Dataset excerpts
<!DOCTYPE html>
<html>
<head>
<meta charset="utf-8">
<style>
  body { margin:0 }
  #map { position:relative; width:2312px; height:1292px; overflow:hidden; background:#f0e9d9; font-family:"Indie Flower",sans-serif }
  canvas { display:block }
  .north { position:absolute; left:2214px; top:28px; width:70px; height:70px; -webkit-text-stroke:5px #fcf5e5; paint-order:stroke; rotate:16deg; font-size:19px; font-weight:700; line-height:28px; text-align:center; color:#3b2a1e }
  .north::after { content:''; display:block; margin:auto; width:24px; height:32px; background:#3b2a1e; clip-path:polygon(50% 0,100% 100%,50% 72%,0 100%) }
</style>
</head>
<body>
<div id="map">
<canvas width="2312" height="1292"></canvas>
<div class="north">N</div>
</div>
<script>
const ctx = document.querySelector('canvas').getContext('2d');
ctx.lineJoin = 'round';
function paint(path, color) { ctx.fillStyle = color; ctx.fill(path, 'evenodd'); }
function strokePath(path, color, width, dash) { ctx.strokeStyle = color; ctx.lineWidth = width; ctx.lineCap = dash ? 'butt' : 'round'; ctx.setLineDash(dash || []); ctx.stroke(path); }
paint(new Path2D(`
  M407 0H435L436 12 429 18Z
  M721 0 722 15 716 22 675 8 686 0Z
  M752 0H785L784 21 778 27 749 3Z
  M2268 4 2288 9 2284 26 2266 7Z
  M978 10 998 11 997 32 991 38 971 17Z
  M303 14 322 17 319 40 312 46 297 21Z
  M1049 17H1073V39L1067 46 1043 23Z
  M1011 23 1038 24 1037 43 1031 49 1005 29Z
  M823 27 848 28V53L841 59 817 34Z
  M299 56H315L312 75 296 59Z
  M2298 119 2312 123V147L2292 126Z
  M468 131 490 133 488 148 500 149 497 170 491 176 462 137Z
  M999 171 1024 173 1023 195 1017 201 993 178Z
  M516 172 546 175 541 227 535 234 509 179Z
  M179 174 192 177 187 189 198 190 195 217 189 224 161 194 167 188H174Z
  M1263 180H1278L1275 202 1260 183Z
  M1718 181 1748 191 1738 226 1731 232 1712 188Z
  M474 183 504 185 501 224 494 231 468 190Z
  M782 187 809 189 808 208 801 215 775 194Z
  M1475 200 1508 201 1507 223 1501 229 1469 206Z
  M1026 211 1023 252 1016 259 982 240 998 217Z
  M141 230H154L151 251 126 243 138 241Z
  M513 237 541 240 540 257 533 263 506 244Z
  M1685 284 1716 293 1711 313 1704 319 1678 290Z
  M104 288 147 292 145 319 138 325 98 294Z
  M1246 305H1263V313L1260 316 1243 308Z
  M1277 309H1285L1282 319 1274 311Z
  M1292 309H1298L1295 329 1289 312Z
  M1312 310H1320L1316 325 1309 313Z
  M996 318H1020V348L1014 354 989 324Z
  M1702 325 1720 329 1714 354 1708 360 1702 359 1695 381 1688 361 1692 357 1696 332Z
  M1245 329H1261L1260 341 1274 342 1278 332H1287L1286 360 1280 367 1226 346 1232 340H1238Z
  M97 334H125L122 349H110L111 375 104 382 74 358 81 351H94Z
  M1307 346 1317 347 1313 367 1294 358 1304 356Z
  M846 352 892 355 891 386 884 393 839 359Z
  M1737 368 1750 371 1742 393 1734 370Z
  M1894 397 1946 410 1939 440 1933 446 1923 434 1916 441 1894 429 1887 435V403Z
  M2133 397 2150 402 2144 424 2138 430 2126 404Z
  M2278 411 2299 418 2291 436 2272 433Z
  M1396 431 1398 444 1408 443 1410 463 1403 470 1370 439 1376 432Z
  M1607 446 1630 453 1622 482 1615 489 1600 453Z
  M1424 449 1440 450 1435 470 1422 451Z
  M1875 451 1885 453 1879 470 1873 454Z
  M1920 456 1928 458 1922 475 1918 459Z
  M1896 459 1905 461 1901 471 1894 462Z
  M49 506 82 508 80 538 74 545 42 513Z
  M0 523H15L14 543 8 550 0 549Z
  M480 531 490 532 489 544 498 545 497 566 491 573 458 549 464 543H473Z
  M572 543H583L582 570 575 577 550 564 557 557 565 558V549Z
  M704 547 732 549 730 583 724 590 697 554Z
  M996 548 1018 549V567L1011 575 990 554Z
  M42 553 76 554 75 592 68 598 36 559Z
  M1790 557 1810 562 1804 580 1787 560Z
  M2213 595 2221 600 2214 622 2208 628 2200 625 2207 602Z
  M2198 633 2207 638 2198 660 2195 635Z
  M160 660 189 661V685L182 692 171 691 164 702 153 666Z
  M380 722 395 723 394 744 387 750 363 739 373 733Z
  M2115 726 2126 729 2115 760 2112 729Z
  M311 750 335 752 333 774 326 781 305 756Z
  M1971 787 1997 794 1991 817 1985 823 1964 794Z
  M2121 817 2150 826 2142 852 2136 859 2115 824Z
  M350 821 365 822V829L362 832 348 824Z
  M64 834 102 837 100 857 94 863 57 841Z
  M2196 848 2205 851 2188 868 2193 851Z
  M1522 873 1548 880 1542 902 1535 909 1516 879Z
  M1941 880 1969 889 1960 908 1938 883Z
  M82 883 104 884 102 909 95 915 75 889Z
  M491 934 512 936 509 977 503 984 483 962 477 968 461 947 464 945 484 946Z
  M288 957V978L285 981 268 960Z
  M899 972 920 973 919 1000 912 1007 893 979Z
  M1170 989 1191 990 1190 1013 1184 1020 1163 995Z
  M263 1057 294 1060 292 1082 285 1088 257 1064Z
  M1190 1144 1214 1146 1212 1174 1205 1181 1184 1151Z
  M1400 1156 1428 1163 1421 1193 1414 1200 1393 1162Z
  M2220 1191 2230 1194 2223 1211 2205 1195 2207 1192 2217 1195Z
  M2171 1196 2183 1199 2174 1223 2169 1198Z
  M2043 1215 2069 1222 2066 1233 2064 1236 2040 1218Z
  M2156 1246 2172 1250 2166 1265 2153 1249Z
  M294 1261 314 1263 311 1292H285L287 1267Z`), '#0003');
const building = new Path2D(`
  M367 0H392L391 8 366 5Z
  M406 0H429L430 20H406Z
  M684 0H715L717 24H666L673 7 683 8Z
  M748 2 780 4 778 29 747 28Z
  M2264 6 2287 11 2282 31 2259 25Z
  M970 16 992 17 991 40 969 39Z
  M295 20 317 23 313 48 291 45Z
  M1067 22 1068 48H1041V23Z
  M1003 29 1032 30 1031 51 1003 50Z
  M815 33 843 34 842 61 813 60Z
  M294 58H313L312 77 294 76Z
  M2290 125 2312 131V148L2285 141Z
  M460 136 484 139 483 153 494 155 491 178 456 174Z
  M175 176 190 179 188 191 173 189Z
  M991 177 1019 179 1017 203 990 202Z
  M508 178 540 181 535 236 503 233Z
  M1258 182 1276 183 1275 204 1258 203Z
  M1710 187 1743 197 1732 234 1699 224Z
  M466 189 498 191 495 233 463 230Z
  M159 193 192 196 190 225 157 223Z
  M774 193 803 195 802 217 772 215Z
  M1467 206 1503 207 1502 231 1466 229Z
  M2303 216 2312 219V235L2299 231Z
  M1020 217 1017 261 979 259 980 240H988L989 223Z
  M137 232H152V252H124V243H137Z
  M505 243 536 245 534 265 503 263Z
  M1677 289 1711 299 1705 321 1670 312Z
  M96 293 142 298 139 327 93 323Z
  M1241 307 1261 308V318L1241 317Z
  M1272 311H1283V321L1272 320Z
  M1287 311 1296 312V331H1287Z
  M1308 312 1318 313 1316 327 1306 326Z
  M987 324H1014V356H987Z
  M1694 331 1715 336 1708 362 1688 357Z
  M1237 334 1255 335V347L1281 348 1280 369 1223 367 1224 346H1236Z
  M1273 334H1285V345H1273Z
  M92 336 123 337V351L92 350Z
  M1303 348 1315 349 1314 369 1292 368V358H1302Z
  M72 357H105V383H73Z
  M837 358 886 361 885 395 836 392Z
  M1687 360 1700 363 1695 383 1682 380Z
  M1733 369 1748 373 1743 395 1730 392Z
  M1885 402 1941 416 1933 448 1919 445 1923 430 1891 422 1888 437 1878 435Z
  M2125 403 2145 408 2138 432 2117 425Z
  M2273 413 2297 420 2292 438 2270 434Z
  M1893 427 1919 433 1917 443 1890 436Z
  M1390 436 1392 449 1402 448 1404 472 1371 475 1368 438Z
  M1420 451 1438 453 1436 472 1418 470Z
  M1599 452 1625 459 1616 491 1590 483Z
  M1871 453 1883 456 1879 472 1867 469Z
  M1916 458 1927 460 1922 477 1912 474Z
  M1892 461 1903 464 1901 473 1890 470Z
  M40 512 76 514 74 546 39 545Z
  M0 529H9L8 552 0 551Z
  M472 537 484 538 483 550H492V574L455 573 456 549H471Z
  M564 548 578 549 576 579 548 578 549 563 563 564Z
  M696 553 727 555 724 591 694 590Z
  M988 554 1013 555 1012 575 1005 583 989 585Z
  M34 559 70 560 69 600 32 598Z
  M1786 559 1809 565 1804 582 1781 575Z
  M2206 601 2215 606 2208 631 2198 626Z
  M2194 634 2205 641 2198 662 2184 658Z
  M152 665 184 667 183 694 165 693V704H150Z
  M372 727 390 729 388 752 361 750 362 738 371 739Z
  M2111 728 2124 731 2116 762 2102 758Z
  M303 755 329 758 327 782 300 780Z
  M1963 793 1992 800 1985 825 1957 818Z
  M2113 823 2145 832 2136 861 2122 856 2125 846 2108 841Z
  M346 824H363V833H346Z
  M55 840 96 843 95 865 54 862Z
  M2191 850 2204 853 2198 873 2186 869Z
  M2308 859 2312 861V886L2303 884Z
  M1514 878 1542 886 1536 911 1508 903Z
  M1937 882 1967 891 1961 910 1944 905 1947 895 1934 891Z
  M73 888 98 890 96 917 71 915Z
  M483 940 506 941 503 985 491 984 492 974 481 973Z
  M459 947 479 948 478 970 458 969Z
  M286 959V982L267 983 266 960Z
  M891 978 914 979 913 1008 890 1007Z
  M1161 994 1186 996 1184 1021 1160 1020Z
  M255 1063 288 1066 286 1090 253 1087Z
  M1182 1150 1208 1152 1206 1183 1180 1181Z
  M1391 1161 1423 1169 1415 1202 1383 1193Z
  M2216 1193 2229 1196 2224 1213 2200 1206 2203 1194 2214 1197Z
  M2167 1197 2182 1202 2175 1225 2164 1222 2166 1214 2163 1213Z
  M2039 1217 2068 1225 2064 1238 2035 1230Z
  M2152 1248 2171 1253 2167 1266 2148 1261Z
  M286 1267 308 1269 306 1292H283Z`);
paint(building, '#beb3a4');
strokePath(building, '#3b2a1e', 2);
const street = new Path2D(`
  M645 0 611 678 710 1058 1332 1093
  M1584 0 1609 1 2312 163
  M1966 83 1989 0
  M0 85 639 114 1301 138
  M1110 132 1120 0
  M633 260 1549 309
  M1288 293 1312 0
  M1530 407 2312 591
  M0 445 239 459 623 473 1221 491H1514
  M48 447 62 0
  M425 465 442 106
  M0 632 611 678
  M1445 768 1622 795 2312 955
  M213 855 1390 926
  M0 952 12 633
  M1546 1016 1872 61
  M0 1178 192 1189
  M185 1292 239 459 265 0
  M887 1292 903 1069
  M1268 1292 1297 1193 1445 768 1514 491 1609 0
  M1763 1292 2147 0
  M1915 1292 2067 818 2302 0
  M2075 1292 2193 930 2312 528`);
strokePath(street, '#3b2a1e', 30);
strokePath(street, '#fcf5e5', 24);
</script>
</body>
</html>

Task
Scan the entries above for the line containing "M1273 334H1285V345H1273Z", and copy it and all lines after it exactly, down to and including the line containing "M2152 1248 2171 1253 2167 1266 2148 1261Z".

Answer to this problem
  M1273 334H1285V345H1273Z
  M92 336 123 337V351L92 350Z
  M1303 348 1315 349 1314 369 1292 368V358H1302Z
  M72 357H105V383H73Z
  M837 358 886 361 885 395 836 392Z
  M1687 360 1700 363 1695 383 1682 380Z
  M1733 369 1748 373 1743 395 1730 392Z
  M1885 402 1941 416 1933 448 1919 445 1923 430 1891 422 1888 437 1878 435Z
  M2125 403 2145 408 2138 432 2117 425Z
  M2273 413 2297 420 2292 438 2270 434Z
  M1893 427 1919 433 1917 443 1890 436Z
  M1390 436 1392 449 1402 448 1404 472 1371 475 1368 438Z
  M1420 451 1438 453 1436 472 1418 470Z
  M1599 452 1625 459 1616 491 1590 483Z
  M1871 453 1883 456 1879 472 1867 469Z
  M1916 458 1927 460 1922 477 1912 474Z
  M1892 461 1903 464 1901 473 1890 470Z
  M40 512 76 514 74 546 39 545Z
  M0 529H9L8 552 0 551Z
  M472 537 484 538 483 550H492V574L455 573 456 549H471Z
  M564 548 578 549 576 579 548 578 549 563 563 564Z
  M696 553 727 555 724 591 694 590Z
  M988 554 1013 555 1012 575 1005 583 989 585Z
  M34 559 70 560 69 600 32 598Z
  M1786 559 1809 565 1804 582 1781 575Z
  M2206 601 2215 606 2208 631 2198 626Z
  M2194 634 2205 641 2198 662 2184 658Z
  M152 665 184 667 183 694 165 693V704H150Z
  M372 727 390 729 388 752 361 750 362 738 371 739Z
  M2111 728 2124 731 2116 762 2102 758Z
  M303 755 329 758 327 782 300 780Z
  M1963 793 1992 800 1985 825 1957 818Z
  M2113 823 2145 832 2136 861 2122 856 2125 846 2108 841Z
  M346 824H363V833H346Z
  M55 840 96 843 95 865 54 862Z
  M2191 850 2204 853 2198 873 2186 869Z
  M2308 859 2312 861V886L2303 884Z
  M1514 878 1542 886 1536 911 1508 903Z
  M1937 882 1967 891 1961 910 1944 905 1947 895 1934 891Z
  M73 888 98 890 96 917 71 915Z
  M483 940 506 941 503 985 491 984 492 974 481 973Z
  M459 947 479 948 478 970 458 969Z
  M286 959V982L267 983 266 960Z
  M891 978 914 979 913 1008 890 1007Z
  M1161 994 1186 996 1184 1021 1160 1020Z
  M255 1063 288 1066 286 1090 253 1087Z
  M1182 1150 1208 1152 1206 1183 1180 1181Z
  M1391 1161 1423 1169 1415 1202 1383 1193Z
  M2216 1193 2229 1196 2224 1213 2200 1206 2203 1194 2214 1197Z
  M2167 1197 2182 1202 2175 1225 2164 1222 2166 1214 2163 1213Z
  M2039 1217 2068 1225 2064 1238 2035 1230Z
  M2152 1248 2171 1253 2167 1266 2148 1261Z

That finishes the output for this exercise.